> _INSTRUCTIONS TO FOLLOW_: All of the records below must be reproduced exactly, minus any pictures.

> _DATA PROVIDED_:
____
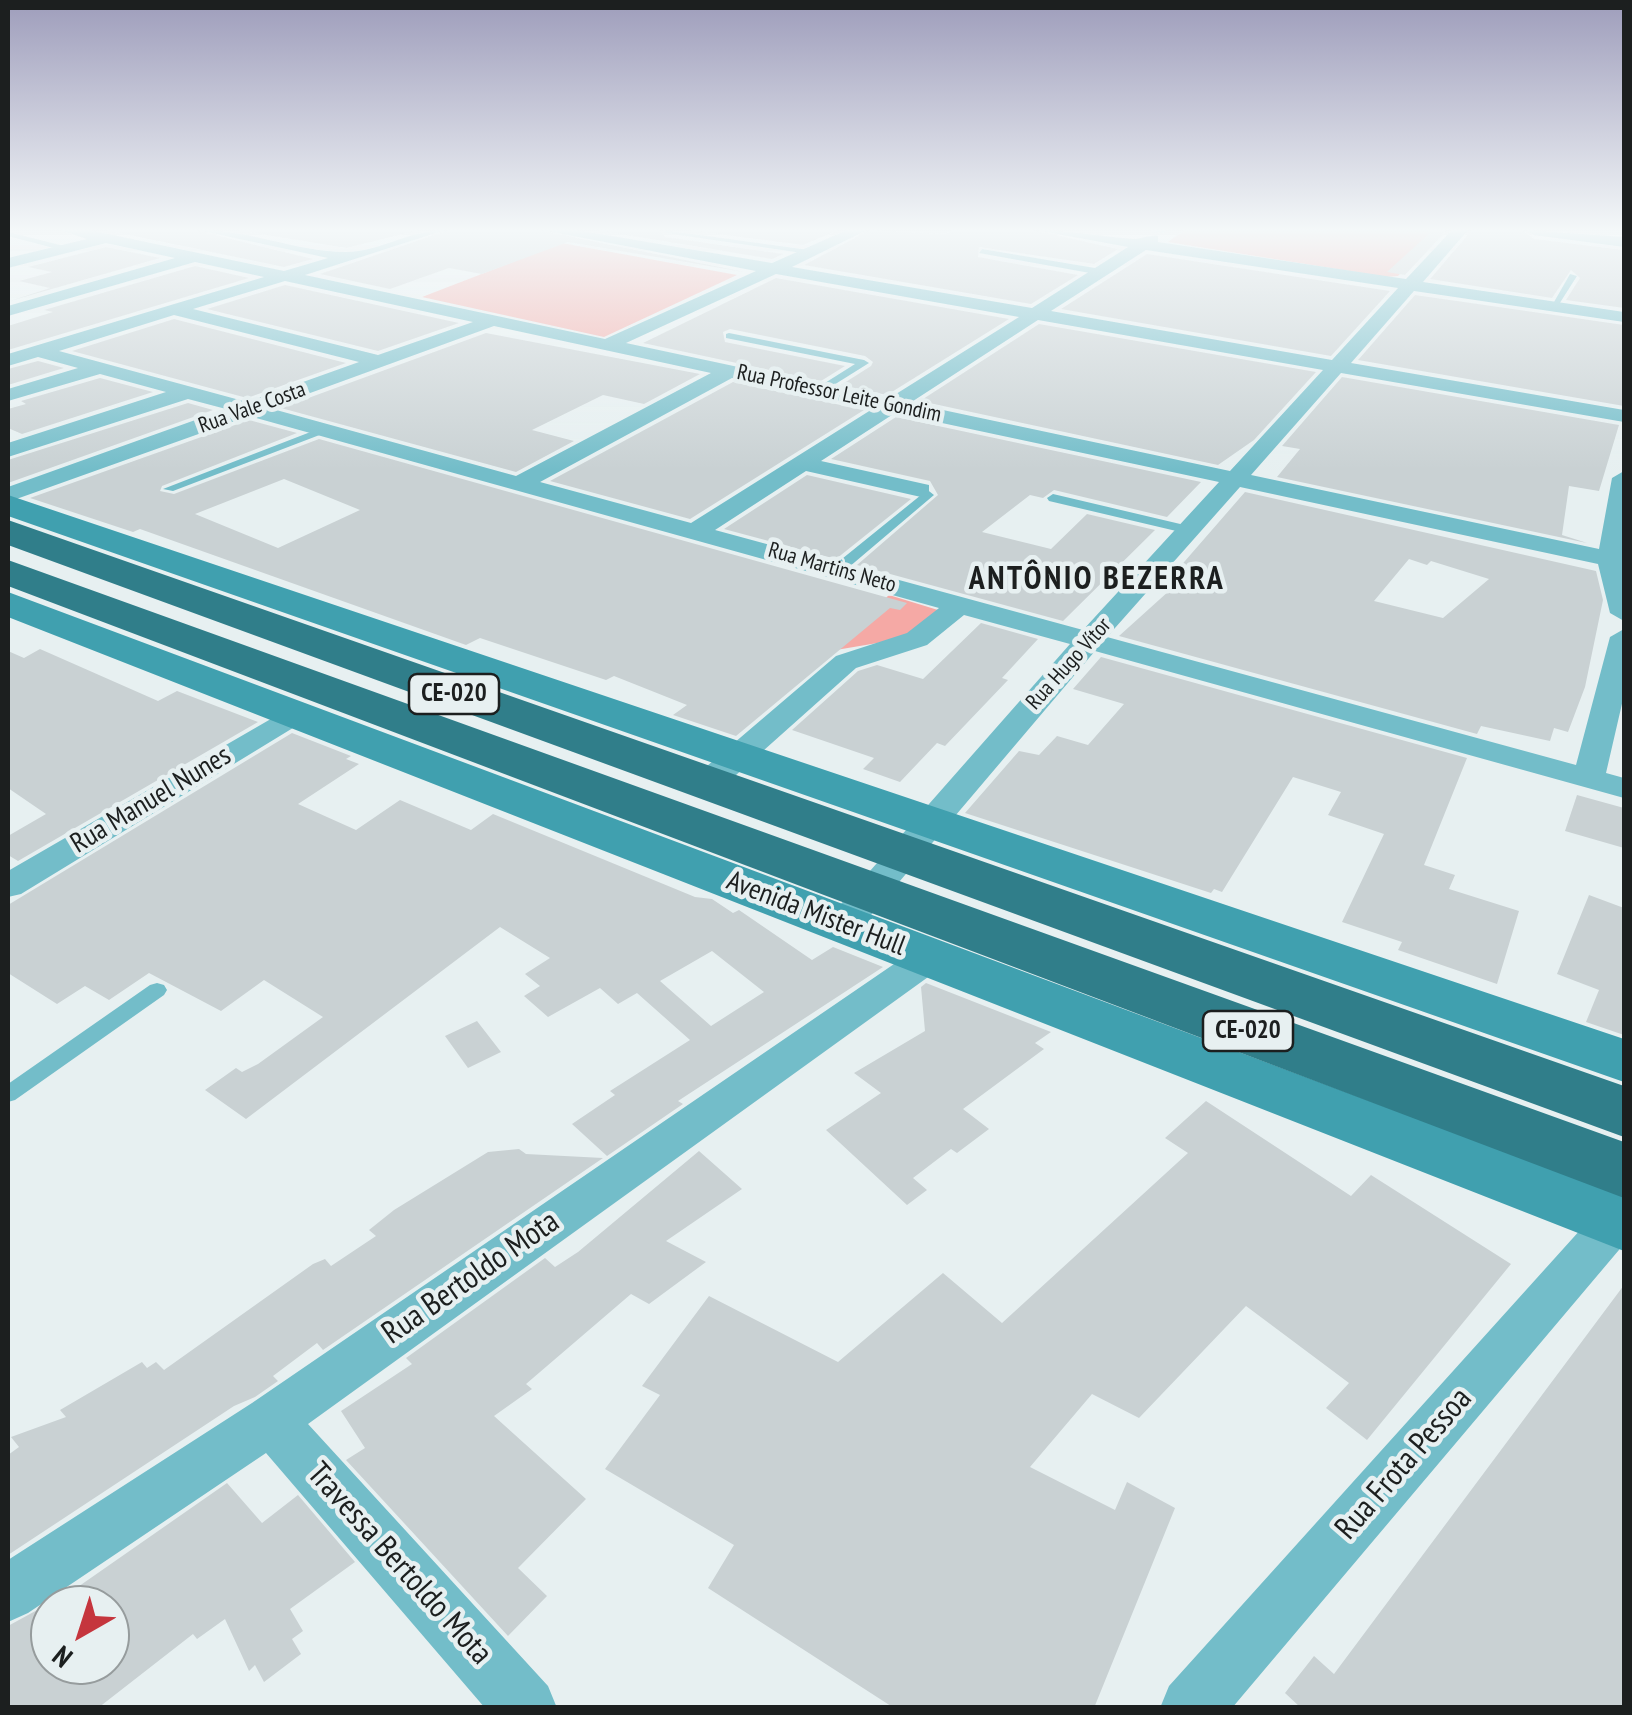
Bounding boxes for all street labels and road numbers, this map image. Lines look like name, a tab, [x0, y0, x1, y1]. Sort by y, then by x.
street label: Rua Professor Leite Gondim	[734, 359, 944, 429]
street label: Rua Vale Costa	[195, 376, 309, 440]
street label: Rua Martins Neto	[765, 537, 899, 599]
street label: Rua Hugo Vítor	[1021, 613, 1117, 715]
road number: CE-020	[409, 674, 499, 714]
street label: Rua Manuel Nunes	[65, 739, 237, 861]
street label: Avenida Mister Hull	[722, 865, 910, 963]
road number: CE-020	[1203, 1011, 1293, 1051]
street label: Rua Bertoldo Mota	[375, 1203, 567, 1353]
street label: Rua Frota Pessoa	[1328, 1380, 1480, 1548]
street label: Travessa Bertoldo Mota	[298, 1455, 500, 1673]

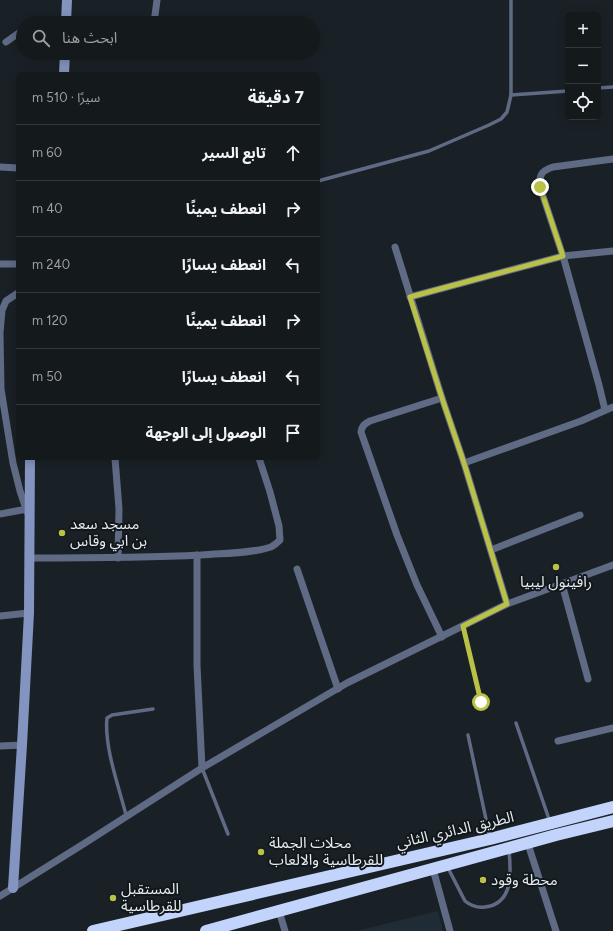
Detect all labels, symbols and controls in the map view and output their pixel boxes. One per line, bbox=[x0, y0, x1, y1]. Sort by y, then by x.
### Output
map controls bbox=[565, 12, 601, 120]
button: + bbox=[565, 12, 601, 48]
search box bbox=[16, 16, 320, 60]
icon: search bbox=[30, 27, 52, 49]
text: ابحث هنا bbox=[62, 29, 117, 47]
button: − bbox=[565, 48, 601, 84]
button: locate bbox=[565, 84, 601, 120]
text: 7 دقيقة bbox=[248, 87, 304, 107]
text: سيرًا · 510 m bbox=[32, 90, 100, 105]
icon: ahead bbox=[282, 142, 304, 164]
text: تابع السير bbox=[202, 144, 266, 162]
text: 60 m bbox=[32, 145, 62, 160]
route end bbox=[531, 178, 549, 196]
icon: right bbox=[282, 198, 304, 220]
text: انعطف يمينًا bbox=[186, 200, 266, 218]
text: 40 m bbox=[32, 201, 63, 216]
icon: left bbox=[282, 254, 304, 276]
text: انعطف يسارًا bbox=[182, 256, 266, 274]
text: 240 m bbox=[32, 257, 70, 272]
icon: right bbox=[282, 310, 304, 332]
text: انعطف يمينًا bbox=[186, 312, 266, 330]
text: 120 m bbox=[32, 313, 67, 328]
icon: left bbox=[282, 366, 304, 388]
text: انعطف يسارًا bbox=[182, 368, 266, 386]
text: 50 m bbox=[32, 369, 62, 384]
icon: arrive bbox=[282, 422, 304, 444]
text: الوصول إلى الوجهة bbox=[146, 424, 266, 442]
place label: مسجد سعد بن ابي وقاس bbox=[70, 515, 147, 552]
marker: مسجد سعد بن ابي وقاس bbox=[57, 528, 67, 538]
marker: رافينول ليبيا bbox=[551, 562, 561, 572]
place label: رافينول ليبيا bbox=[520, 573, 592, 591]
route start bbox=[472, 693, 490, 711]
street label: الطريق الدائري الثاني bbox=[394, 808, 516, 855]
place label: محلات الجملة للقرطاسية والالعاب bbox=[269, 834, 383, 869]
marker: محلات الجملة للقرطاسية والالعاب bbox=[256, 847, 266, 857]
place label: محطة وقود bbox=[491, 871, 558, 889]
marker: محطة وقود bbox=[478, 875, 488, 885]
place label: المستقبل للقرطاسية bbox=[121, 880, 182, 915]
marker: المستقبل للقرطاسية bbox=[108, 893, 118, 903]

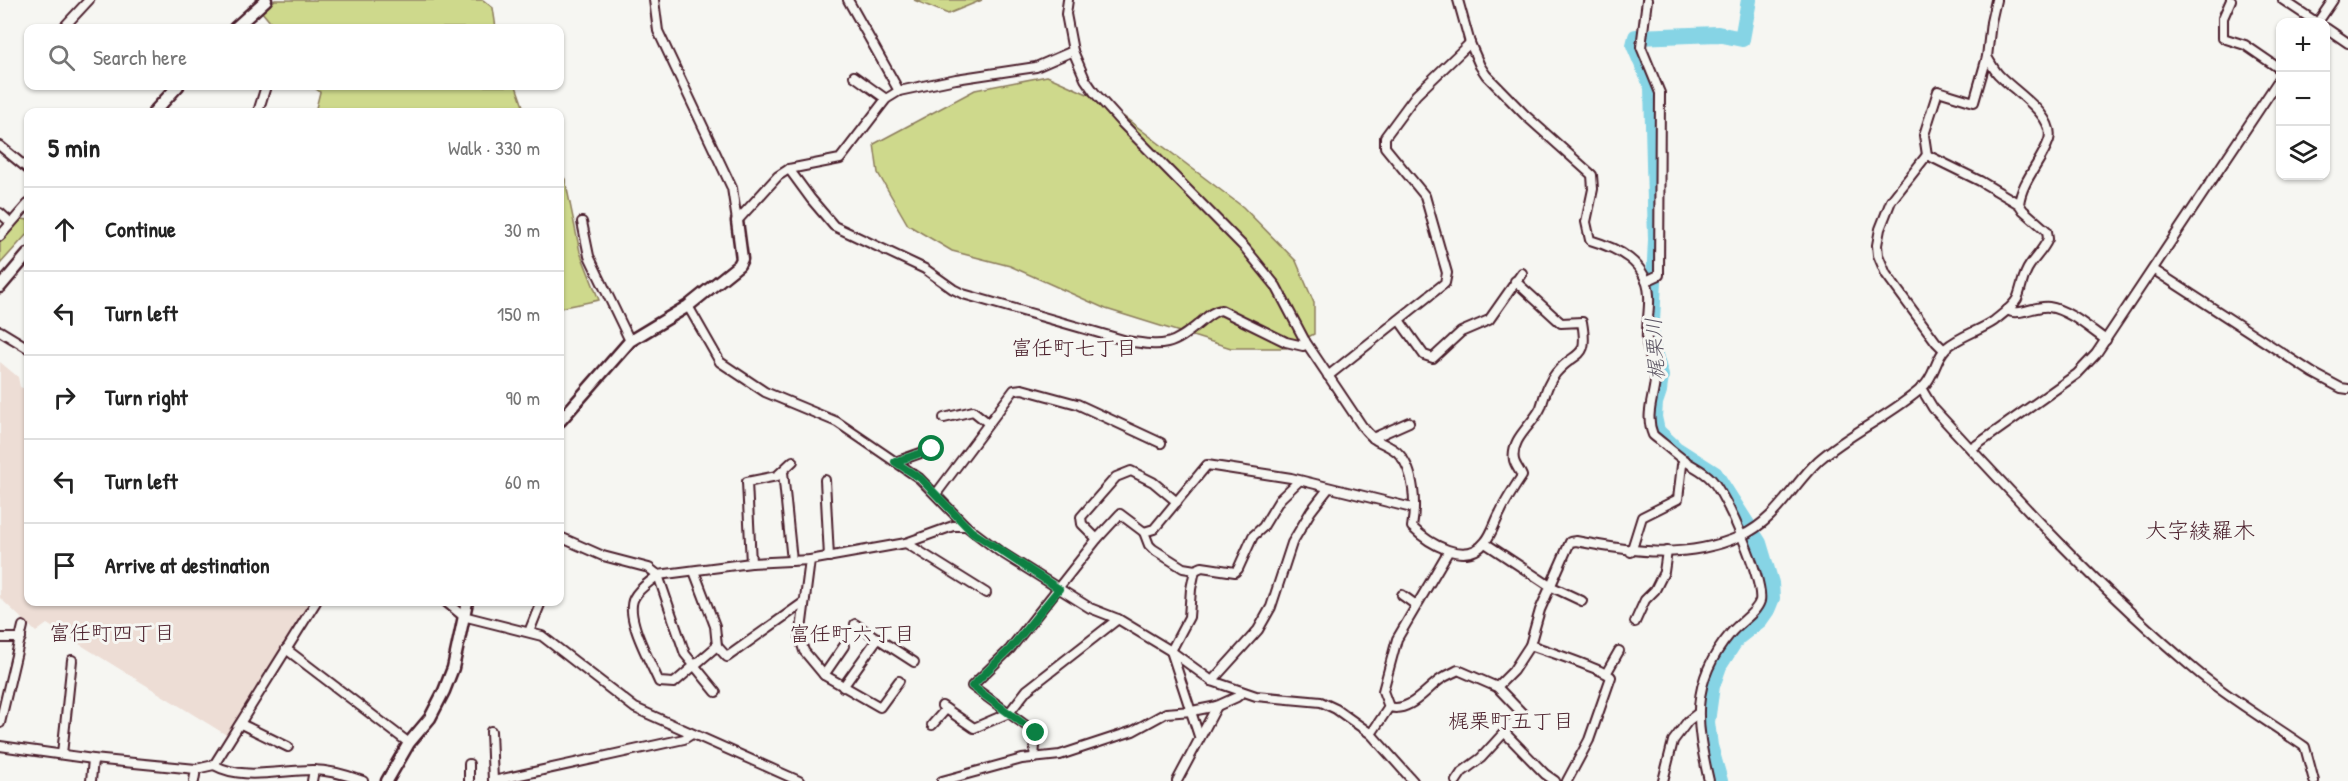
____
> _RESULT_:
Bounding boxes for all street labels and road numbers, this map image. Lines look like name, a tab, [x0, y0, x1, y1]. Sort by y, then by x.
street label: Rua Professor Leite Gondim	[734, 359, 944, 429]
street label: Rua Vale Costa	[195, 376, 309, 440]
street label: Rua Martins Neto	[765, 537, 899, 599]
street label: Rua Hugo Vítor	[1021, 613, 1117, 715]
road number: CE-020	[409, 674, 499, 714]
street label: Rua Manuel Nunes	[65, 739, 237, 861]
street label: Avenida Mister Hull	[722, 865, 910, 963]
road number: CE-020	[1203, 1011, 1293, 1051]
street label: Rua Bertoldo Mota	[375, 1203, 567, 1353]
street label: Rua Frota Pessoa	[1328, 1380, 1480, 1548]
street label: Travessa Bertoldo Mota	[298, 1455, 500, 1673]

Detect all labels, symbols and controls in the map view and output their pixel boxes. One per line, bbox=[x0, y0, x1, y1]. Sort by y, then by x.
### Output
map controls bbox=[565, 12, 601, 120]
button: + bbox=[565, 12, 601, 48]
search box bbox=[16, 16, 320, 60]
icon: search bbox=[30, 27, 52, 49]
text: ابحث هنا bbox=[62, 29, 117, 47]
button: − bbox=[565, 48, 601, 84]
button: locate bbox=[565, 84, 601, 120]
text: 7 دقيقة bbox=[248, 87, 304, 107]
text: سيرًا · 510 m bbox=[32, 90, 100, 105]
icon: ahead bbox=[282, 142, 304, 164]
text: تابع السير bbox=[202, 144, 266, 162]
text: 60 m bbox=[32, 145, 62, 160]
route end bbox=[531, 178, 549, 196]
icon: right bbox=[282, 198, 304, 220]
text: انعطف يمينًا bbox=[186, 200, 266, 218]
text: 40 m bbox=[32, 201, 63, 216]
icon: left bbox=[282, 254, 304, 276]
text: انعطف يسارًا bbox=[182, 256, 266, 274]
text: 240 m bbox=[32, 257, 70, 272]
icon: right bbox=[282, 310, 304, 332]
text: انعطف يمينًا bbox=[186, 312, 266, 330]
text: 120 m bbox=[32, 313, 67, 328]
icon: left bbox=[282, 366, 304, 388]
text: انعطف يسارًا bbox=[182, 368, 266, 386]
text: 50 m bbox=[32, 369, 62, 384]
icon: arrive bbox=[282, 422, 304, 444]
text: الوصول إلى الوجهة bbox=[146, 424, 266, 442]
place label: مسجد سعد بن ابي وقاس bbox=[70, 515, 147, 552]
marker: مسجد سعد بن ابي وقاس bbox=[57, 528, 67, 538]
marker: رافينول ليبيا bbox=[551, 562, 561, 572]
place label: رافينول ليبيا bbox=[520, 573, 592, 591]
route start bbox=[472, 693, 490, 711]
street label: الطريق الدائري الثاني bbox=[394, 808, 516, 855]
place label: محلات الجملة للقرطاسية والالعاب bbox=[269, 834, 383, 869]
marker: محلات الجملة للقرطاسية والالعاب bbox=[256, 847, 266, 857]
place label: محطة وقود bbox=[491, 871, 558, 889]
marker: محطة وقود bbox=[478, 875, 488, 885]
place label: المستقبل للقرطاسية bbox=[121, 880, 182, 915]
marker: المستقبل للقرطاسية bbox=[108, 893, 118, 903]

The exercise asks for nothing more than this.